- Experts say tragedy was inevitable given the building's size vis-à-vis the population of learners
- They recommend construction of an extra stairway in the middle of the building to avert future disaster
Engineers have said the storey building in which 14 Kakamega Primary School pupils died in a stampede last Monday does not meet safety standards.
The team led by Jane Mutilili inspected the building on Thursday and recommended modification of the three-storey structure.
They said the Monday tragedy was inevitable given the building's size vis-à-vis the population of learners.
Mutilili said the building lacks adequate stairways as well as escape routes in case of an emergency. This poses danger to the the 900 pupils who use classrooms on the two upper floors.
The engineers recommended construction of an extra stairway in the middle of the building to avert future disaster.
“The existing stairways will be utilized by learners using classrooms on the extreme ends while those in four classes in the middle have to use the new stairway,” Mutilili said.
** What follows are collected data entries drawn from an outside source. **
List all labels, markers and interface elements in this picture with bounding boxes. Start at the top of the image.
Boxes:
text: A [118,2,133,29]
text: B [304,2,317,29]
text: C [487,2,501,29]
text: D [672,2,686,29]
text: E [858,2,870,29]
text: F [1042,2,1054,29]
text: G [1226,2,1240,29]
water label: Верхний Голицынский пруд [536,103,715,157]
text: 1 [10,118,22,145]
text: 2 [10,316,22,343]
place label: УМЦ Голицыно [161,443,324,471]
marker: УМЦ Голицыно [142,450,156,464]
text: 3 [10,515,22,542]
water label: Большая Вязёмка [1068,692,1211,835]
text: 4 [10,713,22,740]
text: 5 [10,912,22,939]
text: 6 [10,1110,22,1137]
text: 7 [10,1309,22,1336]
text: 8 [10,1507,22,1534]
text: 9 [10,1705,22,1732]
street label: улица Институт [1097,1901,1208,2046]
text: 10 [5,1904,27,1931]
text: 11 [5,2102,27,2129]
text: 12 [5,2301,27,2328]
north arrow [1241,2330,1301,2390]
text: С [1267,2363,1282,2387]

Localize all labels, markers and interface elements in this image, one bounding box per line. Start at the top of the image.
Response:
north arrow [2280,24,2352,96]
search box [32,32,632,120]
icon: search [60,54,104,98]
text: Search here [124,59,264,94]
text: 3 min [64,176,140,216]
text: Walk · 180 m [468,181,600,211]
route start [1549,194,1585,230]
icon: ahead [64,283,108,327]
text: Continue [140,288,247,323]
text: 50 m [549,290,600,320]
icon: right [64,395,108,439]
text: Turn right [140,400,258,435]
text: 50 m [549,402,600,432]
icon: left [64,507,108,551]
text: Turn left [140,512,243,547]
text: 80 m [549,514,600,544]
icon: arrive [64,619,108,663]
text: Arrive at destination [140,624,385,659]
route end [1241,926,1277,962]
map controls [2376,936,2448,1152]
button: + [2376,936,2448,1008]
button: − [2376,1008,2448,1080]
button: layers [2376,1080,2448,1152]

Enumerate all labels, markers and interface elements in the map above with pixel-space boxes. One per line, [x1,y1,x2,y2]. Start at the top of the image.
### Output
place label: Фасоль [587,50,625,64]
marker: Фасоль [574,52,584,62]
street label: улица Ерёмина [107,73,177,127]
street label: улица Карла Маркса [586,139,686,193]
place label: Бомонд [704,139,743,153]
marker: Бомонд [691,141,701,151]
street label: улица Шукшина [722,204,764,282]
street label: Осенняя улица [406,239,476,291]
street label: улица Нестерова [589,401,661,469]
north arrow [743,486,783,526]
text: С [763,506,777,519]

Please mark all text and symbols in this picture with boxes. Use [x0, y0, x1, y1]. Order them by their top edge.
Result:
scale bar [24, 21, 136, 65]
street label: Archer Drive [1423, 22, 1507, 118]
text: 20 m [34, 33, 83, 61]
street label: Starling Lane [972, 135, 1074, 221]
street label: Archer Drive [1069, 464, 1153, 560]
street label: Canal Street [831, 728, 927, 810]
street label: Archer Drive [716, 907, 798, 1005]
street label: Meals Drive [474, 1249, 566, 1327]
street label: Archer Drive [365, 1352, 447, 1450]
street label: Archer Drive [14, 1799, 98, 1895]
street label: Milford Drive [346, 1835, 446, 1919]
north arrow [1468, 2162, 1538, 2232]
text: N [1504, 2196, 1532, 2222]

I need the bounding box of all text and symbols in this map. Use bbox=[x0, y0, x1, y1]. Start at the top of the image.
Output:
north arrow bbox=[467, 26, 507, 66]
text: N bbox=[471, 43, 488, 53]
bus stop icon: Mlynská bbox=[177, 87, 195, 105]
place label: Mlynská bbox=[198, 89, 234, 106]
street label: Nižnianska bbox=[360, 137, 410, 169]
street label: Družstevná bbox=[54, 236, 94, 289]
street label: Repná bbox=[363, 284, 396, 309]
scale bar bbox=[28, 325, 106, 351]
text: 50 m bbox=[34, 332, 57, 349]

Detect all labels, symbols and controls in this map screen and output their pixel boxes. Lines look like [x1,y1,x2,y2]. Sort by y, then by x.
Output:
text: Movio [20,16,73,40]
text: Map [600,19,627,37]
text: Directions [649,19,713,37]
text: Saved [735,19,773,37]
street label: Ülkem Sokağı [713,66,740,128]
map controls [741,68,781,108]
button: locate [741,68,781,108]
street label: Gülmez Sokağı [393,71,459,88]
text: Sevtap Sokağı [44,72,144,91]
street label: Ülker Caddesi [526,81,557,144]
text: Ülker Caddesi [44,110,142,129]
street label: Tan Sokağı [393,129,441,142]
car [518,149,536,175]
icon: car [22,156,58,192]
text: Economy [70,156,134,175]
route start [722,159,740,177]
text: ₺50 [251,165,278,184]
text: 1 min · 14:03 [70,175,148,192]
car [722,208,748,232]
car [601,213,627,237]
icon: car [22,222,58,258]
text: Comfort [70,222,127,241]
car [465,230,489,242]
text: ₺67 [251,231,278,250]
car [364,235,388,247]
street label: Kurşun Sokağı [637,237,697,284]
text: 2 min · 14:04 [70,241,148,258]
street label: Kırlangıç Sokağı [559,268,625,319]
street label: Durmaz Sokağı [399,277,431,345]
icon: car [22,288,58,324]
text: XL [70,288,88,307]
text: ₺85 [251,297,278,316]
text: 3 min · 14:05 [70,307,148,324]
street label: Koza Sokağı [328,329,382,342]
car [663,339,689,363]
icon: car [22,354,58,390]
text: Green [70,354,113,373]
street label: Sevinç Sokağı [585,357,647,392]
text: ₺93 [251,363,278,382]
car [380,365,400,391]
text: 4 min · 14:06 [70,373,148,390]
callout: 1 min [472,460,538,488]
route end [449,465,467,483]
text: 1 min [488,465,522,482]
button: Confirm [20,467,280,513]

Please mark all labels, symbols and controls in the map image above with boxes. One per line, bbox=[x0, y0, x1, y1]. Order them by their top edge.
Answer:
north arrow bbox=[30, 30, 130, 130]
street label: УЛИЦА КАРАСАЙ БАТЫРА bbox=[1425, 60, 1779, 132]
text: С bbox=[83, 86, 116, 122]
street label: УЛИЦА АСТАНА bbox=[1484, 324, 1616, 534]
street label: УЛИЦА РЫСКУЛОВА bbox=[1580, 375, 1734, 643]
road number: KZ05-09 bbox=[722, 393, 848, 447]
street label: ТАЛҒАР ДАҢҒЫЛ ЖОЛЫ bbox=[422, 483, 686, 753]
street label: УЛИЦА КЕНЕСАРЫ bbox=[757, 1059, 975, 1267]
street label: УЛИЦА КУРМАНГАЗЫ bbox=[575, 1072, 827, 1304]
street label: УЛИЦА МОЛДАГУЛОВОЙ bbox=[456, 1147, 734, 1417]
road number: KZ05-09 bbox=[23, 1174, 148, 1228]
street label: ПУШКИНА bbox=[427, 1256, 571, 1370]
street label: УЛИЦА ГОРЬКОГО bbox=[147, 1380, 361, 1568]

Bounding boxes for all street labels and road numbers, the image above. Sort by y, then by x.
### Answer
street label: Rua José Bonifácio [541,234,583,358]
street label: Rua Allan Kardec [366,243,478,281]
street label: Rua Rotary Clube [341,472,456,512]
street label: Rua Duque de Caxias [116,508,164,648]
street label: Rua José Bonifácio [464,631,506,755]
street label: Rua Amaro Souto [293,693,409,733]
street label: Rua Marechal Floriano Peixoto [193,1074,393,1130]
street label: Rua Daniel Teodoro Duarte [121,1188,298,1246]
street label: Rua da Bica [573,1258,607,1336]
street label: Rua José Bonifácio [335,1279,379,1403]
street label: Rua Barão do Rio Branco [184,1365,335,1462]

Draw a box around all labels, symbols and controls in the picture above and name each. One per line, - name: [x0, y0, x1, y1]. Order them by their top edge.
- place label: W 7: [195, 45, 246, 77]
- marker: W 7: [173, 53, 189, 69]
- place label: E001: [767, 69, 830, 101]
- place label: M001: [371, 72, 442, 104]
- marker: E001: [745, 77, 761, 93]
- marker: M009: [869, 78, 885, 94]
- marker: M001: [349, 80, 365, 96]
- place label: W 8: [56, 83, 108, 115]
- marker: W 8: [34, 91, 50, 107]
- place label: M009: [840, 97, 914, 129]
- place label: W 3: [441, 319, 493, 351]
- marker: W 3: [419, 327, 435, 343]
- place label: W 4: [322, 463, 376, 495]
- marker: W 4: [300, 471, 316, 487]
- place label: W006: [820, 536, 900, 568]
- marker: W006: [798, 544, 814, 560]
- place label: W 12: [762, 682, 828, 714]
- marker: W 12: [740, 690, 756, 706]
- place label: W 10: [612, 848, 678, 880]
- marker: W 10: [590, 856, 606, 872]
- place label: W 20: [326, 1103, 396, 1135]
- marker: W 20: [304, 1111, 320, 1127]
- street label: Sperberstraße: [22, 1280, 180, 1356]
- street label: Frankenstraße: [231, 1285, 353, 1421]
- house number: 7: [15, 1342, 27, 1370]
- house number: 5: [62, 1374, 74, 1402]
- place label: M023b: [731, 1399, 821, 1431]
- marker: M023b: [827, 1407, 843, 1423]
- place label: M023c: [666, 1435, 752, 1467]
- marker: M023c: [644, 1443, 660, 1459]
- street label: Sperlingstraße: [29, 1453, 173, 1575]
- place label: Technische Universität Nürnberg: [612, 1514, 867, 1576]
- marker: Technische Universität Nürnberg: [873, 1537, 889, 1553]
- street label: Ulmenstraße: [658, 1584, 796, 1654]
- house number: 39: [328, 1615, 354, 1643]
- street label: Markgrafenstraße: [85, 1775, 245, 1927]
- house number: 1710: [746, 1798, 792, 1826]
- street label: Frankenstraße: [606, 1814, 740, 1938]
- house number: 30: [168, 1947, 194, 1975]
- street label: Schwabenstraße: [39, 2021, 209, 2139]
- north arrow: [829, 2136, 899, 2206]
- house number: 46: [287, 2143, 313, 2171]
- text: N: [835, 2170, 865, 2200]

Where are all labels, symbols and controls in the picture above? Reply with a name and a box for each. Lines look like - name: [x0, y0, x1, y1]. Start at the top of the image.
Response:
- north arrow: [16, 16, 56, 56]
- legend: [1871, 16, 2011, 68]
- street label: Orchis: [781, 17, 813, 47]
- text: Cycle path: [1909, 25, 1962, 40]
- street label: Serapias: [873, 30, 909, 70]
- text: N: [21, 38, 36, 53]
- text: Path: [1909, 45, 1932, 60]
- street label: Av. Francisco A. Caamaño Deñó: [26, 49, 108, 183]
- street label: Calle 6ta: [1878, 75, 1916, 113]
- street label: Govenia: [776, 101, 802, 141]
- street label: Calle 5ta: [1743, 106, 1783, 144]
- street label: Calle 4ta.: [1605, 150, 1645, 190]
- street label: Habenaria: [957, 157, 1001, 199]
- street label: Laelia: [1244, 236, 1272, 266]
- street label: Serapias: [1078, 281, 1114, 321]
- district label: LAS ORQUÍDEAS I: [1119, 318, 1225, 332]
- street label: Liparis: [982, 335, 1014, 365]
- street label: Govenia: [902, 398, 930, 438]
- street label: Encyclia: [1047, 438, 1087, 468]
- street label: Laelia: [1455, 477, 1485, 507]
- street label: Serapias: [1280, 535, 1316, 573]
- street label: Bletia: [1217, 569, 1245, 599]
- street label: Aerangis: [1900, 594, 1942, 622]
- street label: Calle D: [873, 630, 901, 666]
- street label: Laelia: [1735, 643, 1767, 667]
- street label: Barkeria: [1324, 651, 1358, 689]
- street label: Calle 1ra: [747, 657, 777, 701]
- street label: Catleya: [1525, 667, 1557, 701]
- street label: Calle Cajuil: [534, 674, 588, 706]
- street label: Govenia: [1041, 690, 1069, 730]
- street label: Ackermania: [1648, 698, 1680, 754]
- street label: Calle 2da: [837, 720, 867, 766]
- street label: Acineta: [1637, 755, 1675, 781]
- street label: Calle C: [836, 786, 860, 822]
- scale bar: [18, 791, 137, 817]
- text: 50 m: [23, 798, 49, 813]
An joint requiem mass for the 14 children was held on Friday at Bukhungu stadium.
Leaders from the region called for a commission of inquiry into the deaths, saying the matter was beyond police investigations.
Police are yet to unravel the cause of the deadly stampede. Ten victims were buried at the weekend.
Western region police boss Peris Kimani had earlier indicated that the school's head teacher and three teachers were among those who recorded statements with detectives over the deaths.
Education CS George Magoha said the outcome of the probe would be made public on Monday.
Autopsy reports released on Thursday showed the 14 pupils suffocated. Only one had a dislocated shoulder.
A number of theories have been advanced about what triggered the stampede.
They range from a bad prank, devil worship and threats by a teacher. It remains unclear what the pupils were doing in school at 5.30pm when school time ends at 3.45pm.
Some politicians have linked the deaths to activities of some churches that conduct services at the school.